Iran Persian Gulf Tensions

Two oil tankers near the strategic Strait of Hormuz were reportedly attacked June 13, an assault that has heightened tensions between Washington and Tehran.

Before the cruise missiles fly

Readers old enough to remember the early days of our military engagement in Vietnam, or the weeks preceding the invasion of Iraq should find the present rhetoric about the threat posed by Iran to be more than a little discomfiting. We’re hearing the same old lines about “while there is no definite proof or smoking gun about (fill in the blank)’s intent to attack America or our allies, our intelligence services are confident that bad things are happening, or are about to happen and we, therefore, need to be poised to respond with overwhelming force; etc, etc, etc”. What could go wrong? As we saw in Vietnam and in Iraq there’s an awful lot than could, and did, go wrong. We, and everyone else in the Middle East and Western Europe, are still paying the price for our Iraqi blunders and will continue to do so for many years.

The attacks on tankers in the Sea of Oman seem much too Gulf of Tonkin-ish and play too neatly into the desires of John Bolton and Secretary Mike Pompeo to finally have it out with Iran.

Iran has little to gain and lots to lose from a shooting war with the U.S. Whatever else they may be, they’re not stupid. There are, however, other players in the Middle East and elsewhere who would gain mightily from such a conflict and each of them has the ability to covertly attach a few limpet mines to the hulls of unsuspecting tankers. We should hope that line of investigation is diligently followed before the cruise missiles fly.

Clemenceau, the political leader of the French during WWI, stated that “war is too important to be left to the generals.” In today’s world, it’s also too important to be left to the president and his political advisors. The Founders recognized that and tried to insure that such decisions were left in the hands of Congress, the people’s representative. Our Congress, either through cowardice or political expediency, has ignored that responsibility for almost 50 years and, as a consequence, many thousands of our citizens, and millions of other people have been killed, maimed, and displaced. Whatever your political persuasion you owe it to you and your neighbors’ children and grandchildren to contact your representatives and demand that the decision to commence armed conflict be returned to its rightful place.

Steven Schwartz

Colorado Springs

This is not a hypothetical

I am astounded by this craziness about the president being asked a hypothetical question in which he said he would take a call from some representative from a foreign power and would contact the FBI if he thought this was necessary. The Democrats and the mainstream press has gone hysterical.

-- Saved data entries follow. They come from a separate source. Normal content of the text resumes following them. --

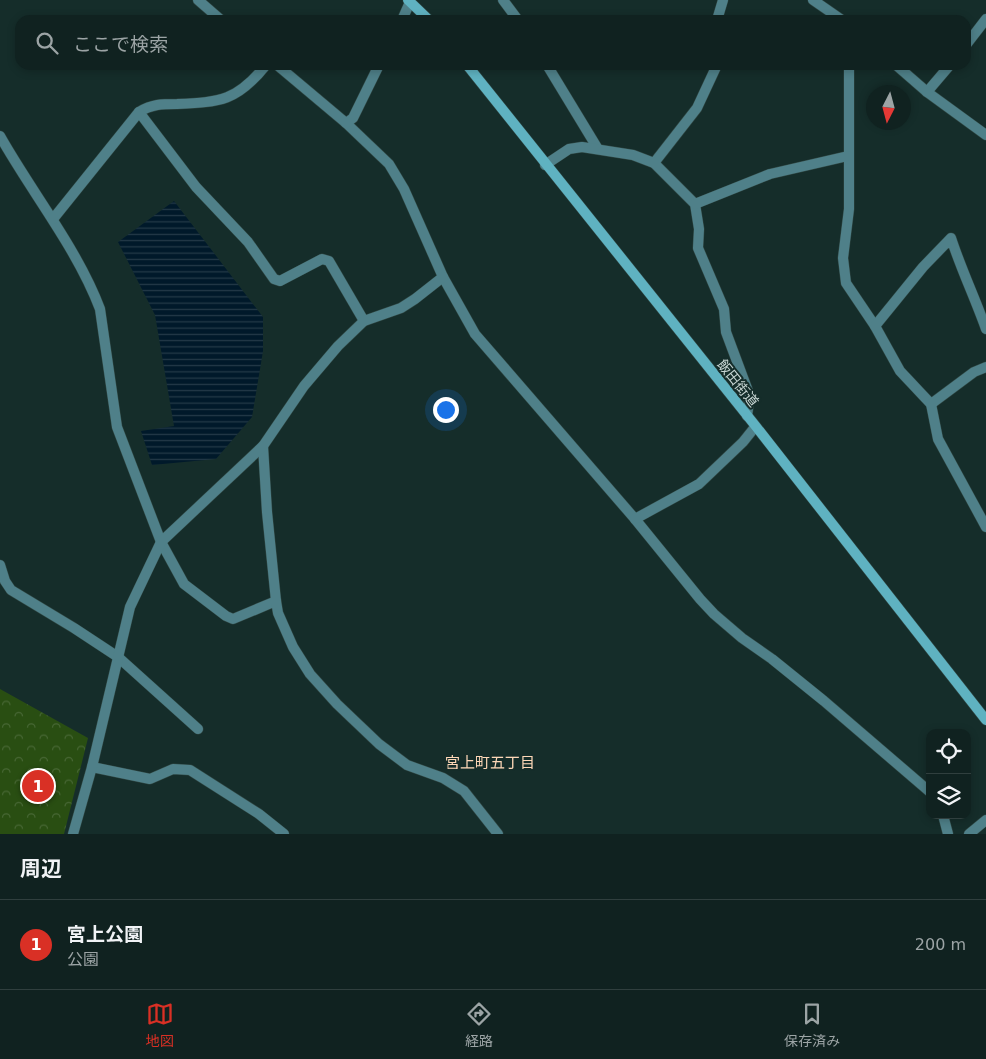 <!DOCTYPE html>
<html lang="ja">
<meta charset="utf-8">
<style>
body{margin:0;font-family:"DejaVu Sans","Noto Sans JP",sans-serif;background:#192a29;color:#f1f3f6}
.controls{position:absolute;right:15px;bottom:15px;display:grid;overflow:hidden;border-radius:10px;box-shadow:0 2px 8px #0003}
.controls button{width:45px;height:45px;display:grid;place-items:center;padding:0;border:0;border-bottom:1px solid #303f3e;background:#102220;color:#f1f3f6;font:25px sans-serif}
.compass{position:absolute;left:866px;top:85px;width:45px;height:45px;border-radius:50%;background:#102220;box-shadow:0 2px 8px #0003;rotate:186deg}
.you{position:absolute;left:445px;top:409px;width:18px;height:18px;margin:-12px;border:4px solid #fff;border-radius:50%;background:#1a73e8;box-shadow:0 0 0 8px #1a73e833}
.badge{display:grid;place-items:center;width:32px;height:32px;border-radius:50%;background:#d93025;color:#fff;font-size:16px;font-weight:700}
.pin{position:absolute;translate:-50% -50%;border:2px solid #fff;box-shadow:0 1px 5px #0006}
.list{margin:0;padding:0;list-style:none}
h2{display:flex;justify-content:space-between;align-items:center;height:65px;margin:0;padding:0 20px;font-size:21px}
h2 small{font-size:16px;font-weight:400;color:#9ca4a5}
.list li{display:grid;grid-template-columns:32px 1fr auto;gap:15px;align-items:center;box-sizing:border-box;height:90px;padding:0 20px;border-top:1px solid #303f3e}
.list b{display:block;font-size:19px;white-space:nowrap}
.list p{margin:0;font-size:16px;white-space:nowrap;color:#9ca4a5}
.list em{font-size:16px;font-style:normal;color:#9ca4a5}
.icon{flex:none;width:28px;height:28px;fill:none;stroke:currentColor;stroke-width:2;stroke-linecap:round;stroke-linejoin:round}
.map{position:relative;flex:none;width:986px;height:834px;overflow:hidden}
.search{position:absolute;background:#102220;box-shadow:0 2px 8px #0003;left:15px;right:15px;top:15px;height:55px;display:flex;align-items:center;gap:12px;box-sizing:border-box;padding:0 18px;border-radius:15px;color:#9ca4a5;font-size:19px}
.sheet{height:155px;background:#102220}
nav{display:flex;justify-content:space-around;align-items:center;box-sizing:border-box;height:70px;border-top:1px solid #303f3e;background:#102220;font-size:14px;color:#9ca4a5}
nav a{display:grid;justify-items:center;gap:2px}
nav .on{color:#d93025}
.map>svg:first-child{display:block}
.forest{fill:url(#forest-crowns)}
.water{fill:url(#water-rules)}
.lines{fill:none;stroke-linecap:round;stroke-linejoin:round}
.minor-casing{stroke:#314845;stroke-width:11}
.tertiary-casing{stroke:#314845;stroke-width:11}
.secondary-casing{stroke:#314845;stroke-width:11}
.minor{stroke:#4f8089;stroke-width:10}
.tertiary{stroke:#4f8089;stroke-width:10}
.secondary{stroke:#5fb2c1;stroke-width:10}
.labels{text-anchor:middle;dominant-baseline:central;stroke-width:4;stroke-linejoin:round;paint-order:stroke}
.street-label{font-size:14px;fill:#c7d5d3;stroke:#152d2a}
.neighbourhood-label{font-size:15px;fill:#fed8b8;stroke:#152d2a}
</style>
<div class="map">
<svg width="986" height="834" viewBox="0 0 986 834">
<defs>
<pattern id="forest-crowns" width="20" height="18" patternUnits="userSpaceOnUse" patternTransform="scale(1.25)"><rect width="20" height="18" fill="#294e12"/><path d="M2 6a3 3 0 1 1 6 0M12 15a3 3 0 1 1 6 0" fill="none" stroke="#476734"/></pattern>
<pattern id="water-rules" width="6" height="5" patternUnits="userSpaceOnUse" patternTransform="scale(1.25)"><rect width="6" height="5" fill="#00192a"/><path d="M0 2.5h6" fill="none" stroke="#243a48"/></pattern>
</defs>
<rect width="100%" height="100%" fill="#152d2a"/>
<!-- forest -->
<path class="forest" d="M0,689l88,49 -24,96h-64z"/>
<!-- water -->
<path class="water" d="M174,201l89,116v34l-11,66 -36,42 -64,6 -11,-34 33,-5 -19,-111 -37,-73z"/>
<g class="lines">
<defs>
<g id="minor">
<path d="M198,0l23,20"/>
<path d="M503,0l15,20"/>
<path d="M813,0l29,20"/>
<path d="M402,20l8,-18"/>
<path d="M717,20l6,-20"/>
<path d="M966,45l20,-26"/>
<path d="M277,65l69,58 43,41 15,25 39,88 32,57 160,185 65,80 14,15 28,24 30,21 52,42 106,91"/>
<path d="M547,65l51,84"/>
<path d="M849,65v144l-6,49 3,25 29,43"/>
<path d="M896,65l31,27 59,43"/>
<path d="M927,92l23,-27"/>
<path d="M139,112c13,-8 23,-8 38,-8 44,-2 60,-3 89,-39"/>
<path d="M346,123l7,-5 26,-53"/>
<path d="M0,136c32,57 77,112 100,173l17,118 44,115 23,42 42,32 7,3 43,-18"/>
<path d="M654,163l43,-55 20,-43"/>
<path d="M545,165l24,-16 13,-2 51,8 21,8 41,41 4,25 -1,19 26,61 2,23 22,59 1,11 -2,14"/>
<path d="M695,204l75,-30 78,-18"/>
<path d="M53,219l86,-107 57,75 52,55 26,37 6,2 42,-22 7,2 35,60"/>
<path d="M986,329c-11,-31 -25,-60 -35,-91l-28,29 -48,59 25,45 31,33 7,35 48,88"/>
<path d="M931,404l43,-32 12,-5"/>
<path d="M263,446l4,66 9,89 2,12 15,34 17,27 27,30 42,40 28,21 36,13 21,13 34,43"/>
<path d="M635,519l64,-35 44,-42 12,-15"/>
<path d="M0,565l5,16 6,9 63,38 44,29 80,72"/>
<path d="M92,767l58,12 23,-10 17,1 69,44 25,20"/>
<path d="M943,815l5,19"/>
<path d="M73,834l19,-67 38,-160 31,-65 102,-96 41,-60 34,-40 26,-25 37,-13 14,-9 28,-22"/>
</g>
<path id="tertiary" d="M969,834l17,-14"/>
<g id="secondary">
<path d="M408,0l21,20"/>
<path d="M467,65l287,359 232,296"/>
</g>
</defs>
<!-- minor casing -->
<use href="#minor" class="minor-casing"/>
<!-- tertiary casing -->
<use href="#tertiary" class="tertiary-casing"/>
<!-- secondary casing -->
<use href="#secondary" class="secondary-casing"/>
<!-- minor -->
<use href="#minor" class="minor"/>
<!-- tertiary -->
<use href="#tertiary" class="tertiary"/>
<!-- secondary -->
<use href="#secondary" class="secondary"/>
</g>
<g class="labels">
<!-- street labels -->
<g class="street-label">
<text transform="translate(738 383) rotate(51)">飯田街道</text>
</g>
<!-- neighbourhood labels -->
<g class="neighbourhood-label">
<text x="490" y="763">宮上町五丁目</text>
</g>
</g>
</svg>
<div class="controls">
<button><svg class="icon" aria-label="locate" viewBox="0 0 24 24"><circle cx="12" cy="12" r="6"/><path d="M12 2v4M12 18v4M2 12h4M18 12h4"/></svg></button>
<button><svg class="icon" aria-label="layers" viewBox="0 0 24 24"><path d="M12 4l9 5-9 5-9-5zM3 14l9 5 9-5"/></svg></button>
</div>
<svg class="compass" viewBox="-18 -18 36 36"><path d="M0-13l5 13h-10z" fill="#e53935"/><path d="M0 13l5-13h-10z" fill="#9ca4a5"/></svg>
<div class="you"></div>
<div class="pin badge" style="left:38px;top:786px">1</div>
<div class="search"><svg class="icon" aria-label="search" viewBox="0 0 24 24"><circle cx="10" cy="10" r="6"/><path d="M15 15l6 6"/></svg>ここで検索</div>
</div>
<section class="sheet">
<h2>周辺<small></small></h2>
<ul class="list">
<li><span class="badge">1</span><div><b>宮上公園</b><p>公園</p></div><em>200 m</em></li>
</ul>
</section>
<nav>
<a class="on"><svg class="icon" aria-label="map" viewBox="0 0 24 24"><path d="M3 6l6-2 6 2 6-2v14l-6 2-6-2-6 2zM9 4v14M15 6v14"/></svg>地図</a>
<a><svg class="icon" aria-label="directions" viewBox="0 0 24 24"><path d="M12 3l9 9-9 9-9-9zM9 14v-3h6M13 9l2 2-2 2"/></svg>経路</a>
<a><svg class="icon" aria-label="saved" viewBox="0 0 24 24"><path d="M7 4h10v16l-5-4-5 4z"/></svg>保存済み</a>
</nav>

The Clinton people paid for information from the Russians that was probably written by the KGB that put us through this two year nightmare of the Mueller investigation. Interestingly, the Mueller investigation did not even bother to check out this true interference in our election. I heard little from the mainstream press and the Washington establishment about this. This is not a hypothetical. The hypocrisy is stunning.

Here is a hypothetical: Candidate A is running for president, and he receives a call from the Russian ambassador who says he has important information about candidate B. Candidate A says you are interfering with our election and hangs up on him. Candidate B wins the election. Then a Russian video surfaces of candidate B receiving $50 million dollars from the Chinese in return for the pledge not to interfere with the invasion of Taiwan.

Dennis Mercadal

Colorado Springs

An embarrassing road situation

I was so glad to read the letter by Gary Ammarell from Manitou on June 13 on the potholes along U.S. 24 from 8th Street to the Manitou exit and from the ramp entering U.S. 24 going east and realizing I am not the only one concerned. I contacted our mayor to see if this situation was under his authority and was directed to CDOT in Denver. Denver directed me to Region 2 in Colorado Springs. I, also, commented about the potholes and the obstacle course it took to try to miss the potholes. They had no idea when it was scheduled for repaving. Some of the larger holes have been patched, but very poorly in that they are already coming out. They seem to pick and choose which ones to fill, but not all of them. Someone needs to drive through this area and see that all the holes are repaired. I am not asking for repaving the entire stretch. Just fix properly what potholes are there and do them correctly. It is an embarrassing situation for a main thoroughfare in our area, and it is dangerous.

Cherry Burger

Colorado Springs

The hypocrisy of conservatives

The hypocrisy of conservatives never ceases to amaze me. This is particularly true of the right-wing population in Colorado Springs, as expressed by The Gazette and Rep. Doug Lamborn.

Conservatives say that they don’t want government interfering in their lives. Yet they are ecstatic when the Defense Department hands out $325 million for their community.

They don’t want women to make their decisions about their reproductive choices; government should decide for them. They think it would be perfectly OK if all nine of Colorado’s Electoral College votes were to go to a Republican. They applaud tax cuts for the rich and Supreme Court decisions such as Citizens United.

Republicans are supposed to believe in morality and “family values.” How can they support a lying, bigoted, misogynistic, bullying, thrice-married ignoramus like Donald Trump?

I applaud The Gazette for occasionally printing letters and op-ed pieces that are in disagreement with the paper’s political philosophy. It would be a dull world if we all thought alike.